En el país de las paradojas inverosímiles, donde perseguimos la paz a través de la guerra, existió un municipio de majestuosas montañas y cerros extendidos en laderas que parecen fluir por toda la cordillera, un municipio abierto en su paisaje, pero enclaustrado en una guerra silenciada. Un territorio habitado por 45.000 habitantes, que entre bombas “inteligentes” y poco acertadas, balas perdidas que siempre dieron al blanco –la democracia-, y una cosecha inconmensurable de sentencias de muerte, sufrió una violencia tan invisible y letal que convertía el tiempo en un fragmento inagotable de sufrimiento. Allí, se gestó un drama colectivo que terminó desplazando a 15.000 personas en un lapso de 4 años, 1460 días de una insaciable guerra que no paró, donde una tercera parte de la población fue obligada a deshacer su vida y rehacerla en medio del abandono, la incertidumbre y el sonido de las balas que aún hacían eco en sus cabezas. La prosperidad de un pueblo que volvió errante su gente, huyendo del dolor de lo vivido y dejando atrás todo lo sentido.

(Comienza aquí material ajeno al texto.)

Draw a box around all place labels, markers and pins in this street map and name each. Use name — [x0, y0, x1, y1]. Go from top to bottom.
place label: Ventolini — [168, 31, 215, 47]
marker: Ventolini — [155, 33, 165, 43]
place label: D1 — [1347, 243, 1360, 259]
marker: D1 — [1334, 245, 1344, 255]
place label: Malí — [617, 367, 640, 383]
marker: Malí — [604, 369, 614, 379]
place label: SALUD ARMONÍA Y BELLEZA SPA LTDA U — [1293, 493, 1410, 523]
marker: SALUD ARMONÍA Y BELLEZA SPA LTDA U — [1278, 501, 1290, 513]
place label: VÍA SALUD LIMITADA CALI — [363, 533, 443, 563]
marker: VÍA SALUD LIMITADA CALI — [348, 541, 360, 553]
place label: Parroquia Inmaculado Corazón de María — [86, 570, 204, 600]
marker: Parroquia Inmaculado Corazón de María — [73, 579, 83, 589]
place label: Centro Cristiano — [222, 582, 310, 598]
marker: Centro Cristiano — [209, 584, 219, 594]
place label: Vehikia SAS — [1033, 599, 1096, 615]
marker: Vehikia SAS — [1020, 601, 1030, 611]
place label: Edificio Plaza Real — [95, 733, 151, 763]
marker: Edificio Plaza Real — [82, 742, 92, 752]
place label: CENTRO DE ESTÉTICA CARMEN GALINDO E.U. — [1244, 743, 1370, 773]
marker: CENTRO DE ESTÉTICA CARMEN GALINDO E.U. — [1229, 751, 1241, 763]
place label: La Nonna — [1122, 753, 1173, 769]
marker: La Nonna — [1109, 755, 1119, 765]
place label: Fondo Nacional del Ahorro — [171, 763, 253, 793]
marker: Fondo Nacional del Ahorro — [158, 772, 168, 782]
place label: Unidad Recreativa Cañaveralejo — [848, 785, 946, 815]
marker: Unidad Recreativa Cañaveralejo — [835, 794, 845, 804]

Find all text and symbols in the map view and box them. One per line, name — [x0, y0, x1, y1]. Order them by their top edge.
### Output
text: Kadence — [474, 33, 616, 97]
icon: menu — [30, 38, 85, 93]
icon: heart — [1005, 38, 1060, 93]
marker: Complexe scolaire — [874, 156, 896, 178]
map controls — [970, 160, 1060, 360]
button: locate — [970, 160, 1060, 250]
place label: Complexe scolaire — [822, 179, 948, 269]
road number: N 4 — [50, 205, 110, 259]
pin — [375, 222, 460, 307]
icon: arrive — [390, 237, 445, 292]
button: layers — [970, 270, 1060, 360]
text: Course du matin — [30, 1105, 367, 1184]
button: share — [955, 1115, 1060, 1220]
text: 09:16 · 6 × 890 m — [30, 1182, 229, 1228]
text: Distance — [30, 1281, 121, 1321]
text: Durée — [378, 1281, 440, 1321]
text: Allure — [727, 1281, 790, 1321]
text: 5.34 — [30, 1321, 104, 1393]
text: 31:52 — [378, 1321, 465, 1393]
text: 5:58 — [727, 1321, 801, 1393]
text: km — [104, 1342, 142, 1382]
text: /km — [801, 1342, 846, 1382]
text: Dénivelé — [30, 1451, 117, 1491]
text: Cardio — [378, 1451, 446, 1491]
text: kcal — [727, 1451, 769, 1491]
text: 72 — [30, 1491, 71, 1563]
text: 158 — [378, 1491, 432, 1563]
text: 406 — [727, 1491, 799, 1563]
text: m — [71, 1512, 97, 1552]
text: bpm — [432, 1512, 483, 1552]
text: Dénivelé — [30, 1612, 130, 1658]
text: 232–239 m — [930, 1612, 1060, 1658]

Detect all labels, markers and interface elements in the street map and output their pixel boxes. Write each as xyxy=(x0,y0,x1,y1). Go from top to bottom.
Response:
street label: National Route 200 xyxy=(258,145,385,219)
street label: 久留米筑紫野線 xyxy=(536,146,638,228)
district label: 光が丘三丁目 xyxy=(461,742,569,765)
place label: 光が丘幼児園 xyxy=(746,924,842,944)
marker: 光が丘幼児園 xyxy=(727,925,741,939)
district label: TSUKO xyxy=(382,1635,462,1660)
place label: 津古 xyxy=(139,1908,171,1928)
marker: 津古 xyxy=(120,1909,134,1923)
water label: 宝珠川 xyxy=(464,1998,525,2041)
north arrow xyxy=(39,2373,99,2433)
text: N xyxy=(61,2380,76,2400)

Esta historia de horror es lamentablemente una narrativa reiterada en nuestro paisaje nacional, sin embargo, lo particular de este relato es que ocurrió en esta tierra, en la que algunos han denominado como el “remanso de paz”, la región donde aparentemente no se sintió la guerra y donde “inexplicablemente” en medio de un país desangrado, aquí no pasaba nada. Esta idea de un territorio libre de guerra, construyó una burbuja que obnubiló parte de la institucionalidad y la opinión pública, llegando al punto de declarar en 2007 el Eje Cafetero como región del posconflicto, territorio libre de actores armados, una idea que se convirtió en mensaje y con el pasar de los años reafirmo el ethos imperante de ser una región libre guerra. Una historia amordazada en lo inconcluso de sus relatos, que hoy después de 20 años apenas empezamos a escuchar, que se extendió dolorosamente por los tres departamentos del Eje Cafetero, donde las expresiones de esa guerra, no vivida por muchos empiezan a emerger por todos los poros de esta región.
Esta historia contrapone los silencios oficiales y las memorias subalternas de violencias acalladas, de historias enterradas en mutismos hechos paisaje, de una violencia que, aunque en formas reeditadas, sigue enquistada entre barrios y montañas. Pasado y presente de una guerra silenciada, heredada y resignificada con el tiempo. Así, las herencias de los repertorios de mutua aniquilación exhibidas durante el bipartidismo, se trasladan, en dimensiones insospechadas, a los actores armados -ilegales y legales- que se instalaron en la región en el marco del conflicto político, social y armado. El EPL, las FARC-EP, el ELN, el ERG, el M-19, el ERP, las AUC, las ACMM, el Calima, el Pipintá, el FHMG del BCB, siglas cortas de violencias largas. Actores armados que sin discriminar territorios se posicionaron también en contextos urbanos de las tres ciudades capitales del Eje Cafetero construyeron grandes enjambres de criminalidad e instalaron extensos territorios liminales de ordenes sociales invisibles, pero igualmente letales. Estructuras armadas que han perdurado o se han reeditado, basta leer cualquier día la página judicial de los diarios locales, informes oficiales como la alerta temprana 041 del 2020 de la defensoría del Pueblo o simplemente escuchar los comentarios subterráneos de la gente para dimensionar los alcances de estructuras como Cordillera en el Amco de Risaralda, la Empresa en Manizales o la Oficina en Armenia. Acá no hay otra cosa que una historia de guerra que, aunque cuenta mucho, se cuenta poco.
Una guerra silenciada por años, con dolores y ausencias enterradas vivos, con algunas cifras de victimización inocultables y otras perdidas en los subregistros del dolor que no quisimos contar y nos negamos a reconocer. Estos relatos de verdad que entraron en un mutismo social y que hoy se abren paso en medio del dolor que intenta cicatrizar el pasado. Hoy en el Eje Cafetero abrimos la caja de Pandora y aunque la verdad en algunos lugares se niega a salir, esperamos que el tiempo permita aflorar lo inocultable; esa incomoda verdad, que enuncia que también fuimos parte de la guerra y que esperamos poder vernos al espejo para poder transitar hacia anhelada paz.